You can create a deployment in Prefect with a .yaml
, with a .py
with the command .deploy
or via CLI like I explained in the previous section. Keep in mind that doing it via CLI, you'll be asked some question like:
- do you want to set a schedule for this deployment?
- Is the function you provided to execute stored in Github (or other storage place).
- etc.
This is important to keep in mind because I did not expect any interaction when executing the `prefect deploy` command, and I did not know at first that you could set a `py` in Github to execute via CLI.
When using the prefect deploy
command, it's crucial to understand how Prefect fetches and uses your code from a GitHub repository.
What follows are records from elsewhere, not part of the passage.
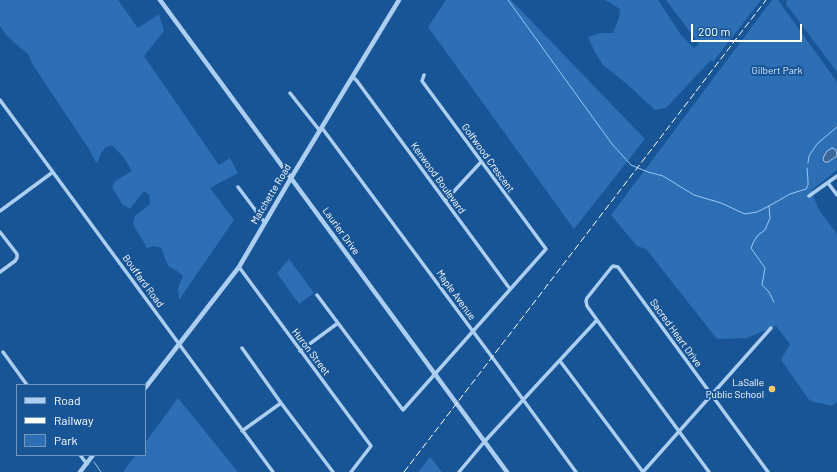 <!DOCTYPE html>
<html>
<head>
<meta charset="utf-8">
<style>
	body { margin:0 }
	#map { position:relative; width:837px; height:472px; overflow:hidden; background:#185596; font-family:Barlow,sans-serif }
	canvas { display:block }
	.legend { position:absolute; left:16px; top:384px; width:130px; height:72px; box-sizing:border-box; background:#185596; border:1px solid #7499c0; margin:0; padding:5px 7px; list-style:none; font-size:12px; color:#fff }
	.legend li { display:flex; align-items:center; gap:8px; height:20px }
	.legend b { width:20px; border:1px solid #7499c0 }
	.scale { position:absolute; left:691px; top:24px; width:111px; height:18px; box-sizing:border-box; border:2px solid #fff; border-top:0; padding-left:5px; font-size:12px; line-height:14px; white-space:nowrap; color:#fff; -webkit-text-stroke:3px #185596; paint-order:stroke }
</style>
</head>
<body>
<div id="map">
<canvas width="837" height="472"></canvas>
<ul class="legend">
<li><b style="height:5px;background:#abcef1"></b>Road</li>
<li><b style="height:5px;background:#fff"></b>Railway</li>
<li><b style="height:11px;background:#2c6fb5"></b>Park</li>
</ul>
<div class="scale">200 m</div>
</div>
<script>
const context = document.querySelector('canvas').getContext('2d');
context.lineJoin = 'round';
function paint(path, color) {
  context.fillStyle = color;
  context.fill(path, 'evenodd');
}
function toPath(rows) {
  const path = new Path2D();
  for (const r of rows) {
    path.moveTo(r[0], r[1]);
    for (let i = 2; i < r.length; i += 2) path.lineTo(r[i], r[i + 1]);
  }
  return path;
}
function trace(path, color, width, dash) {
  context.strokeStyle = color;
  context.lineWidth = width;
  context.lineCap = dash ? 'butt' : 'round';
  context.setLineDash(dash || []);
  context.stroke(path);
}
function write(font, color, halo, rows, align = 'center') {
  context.font = font + ' Barlow,sans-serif';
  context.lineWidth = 4;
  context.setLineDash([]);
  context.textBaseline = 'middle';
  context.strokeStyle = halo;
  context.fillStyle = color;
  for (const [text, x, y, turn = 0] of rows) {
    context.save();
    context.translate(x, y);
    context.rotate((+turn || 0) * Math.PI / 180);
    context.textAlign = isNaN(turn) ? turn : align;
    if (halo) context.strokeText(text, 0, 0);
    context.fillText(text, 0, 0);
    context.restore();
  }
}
const green = toPath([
	[0,0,118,0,138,28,159,14,164,31,144,56,219,165,230,158,238,173,210,188,234,220,179,300,178,288,183,276,177,271,168,266,161,248,154,246,147,248,133,224,135,216,150,204,149,195,144,191,130,209,122,204,112,187,115,181,132,171,124,158,112,145,105,148,101,153,98,161,96,163,89,149,33,65,28,54,17,45,7,36,0,26],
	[446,0,511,0,645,139,574,229,428,27],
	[605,0,658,0,681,35,694,48,699,44,666,0,761,0,713,62,711,60,666,108,655,110,627,84,603,65,595,52,588,37,600,33,613,33,619,18,620,9],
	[772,0,778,0,837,82,837,170,812,190,814,198,819,210,837,234,837,402,832,406,810,401,781,360,790,344,776,326,747,338,717,339,646,249,637,246,611,215],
	[787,0,837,0,837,72,786,4],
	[289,259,314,293,299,304,277,273],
	[178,398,238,472,123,472,136,455,145,455,145,443],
	[430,457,442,472,418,472]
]);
const water = toPath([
	[832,148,836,150,837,156,828,162,825,162,823,160,824,156,827,151,832,148]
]);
const stream = toPath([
	[508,0,612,144,631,165,648,172,663,176,694,195,721,203,745,214,757,212,769,206,790,194,806,189,808,185,808,181,807,168],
	[808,163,809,156,817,144,837,127],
	[769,206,770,218,765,230,758,235,754,241,751,248,765,268,762,285,769,292,774,302],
	[94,462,101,472]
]);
const minor = toPath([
	[353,77,357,81,510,289],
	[290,93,320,131],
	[0,100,273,472],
	[322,128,492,357,576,472],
	[828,183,837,195],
	[238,187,265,223],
	[809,196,837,176],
	[445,201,481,162],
	[0,211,53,172],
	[0,232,17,254,17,258,15,261,0,272],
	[239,267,371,446,351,472],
	[317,295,403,410,546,249,422,81,424,75],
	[242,348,281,403,333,472],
	[300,351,338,323],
	[3,352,27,385],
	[560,361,643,472],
	[242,431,281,403],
	[80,455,87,464],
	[459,472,485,441,597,320],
	[643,472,771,328],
	[709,472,597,320,587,306,586,301,587,298,611,268,613,266,618,267,768,472]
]);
const tertiary = toPath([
	[160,0,507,472],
	[145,388,239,267,291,178,399,0],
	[80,472,93,455]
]);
const rail = toPath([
	[404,472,766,0]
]);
const markers = [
	[772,389,4,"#ffce6b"]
];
const parkNames = [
	["Gilbert Park",777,71]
];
const streetNames = [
	["Golfwood Crescent",488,158,54],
	["Kenwood Boulevard",438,178,54],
	["Matchette Road",271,194,-59],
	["Laurier Drive",341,231,54],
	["Bouffard Road",143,281,54],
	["Maple Avenue",456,295,54],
	["Sacred Heart Drive",676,333,54],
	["Huron Street",311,352,53]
];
const poiNames = [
	["LaSalle",764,383],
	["Public School",764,395]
];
paint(green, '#2c6fb5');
paint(water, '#3c6796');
trace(water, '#9ec9f3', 1);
trace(stream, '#9ec9f3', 1);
trace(minor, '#abcef1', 3.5);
trace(tertiary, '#abcef1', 4.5);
trace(rail, '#fff', 1, [7, 3]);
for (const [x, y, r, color] of markers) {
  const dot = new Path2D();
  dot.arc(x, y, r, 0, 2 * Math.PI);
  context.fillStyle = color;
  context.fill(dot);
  trace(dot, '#185596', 1.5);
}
write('10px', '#d2e7fc', '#185596', parkNames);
write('10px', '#fff', '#185596', streetNames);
write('10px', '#fff', '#185596', poiNames, 'right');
</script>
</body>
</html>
The prefect deploy command must be executed from the root directory of your GitHub repository on your local machine. This is necessary because Prefect will use this root path to correctly locate and fetch your code from the repository.
In other words, before executing the prefect deploy
command, navigate first to the root directory of the repository on your local machine with cd /path/to/local/your_project_folder
Another thing to keep in mind is that at the moment, Prefect does not allow you -or at least not in a trivial way- to use ther decorators @task and @flow in class methods. They should be used in functions. That's why you'll find some redundant code in the .py.
Last but not least, are the paths where you store data. If your code, saves or retrieves data from a path on your local machine, use absolute paths always. That's why I created, inside Desarrollo/codigo/tfg_module
a .py
called my_get_directories.py
.
Note: As I said before, this is in case you set the work pool the way I did.
That's pretty much everything. Hopefully things were explained decently ;).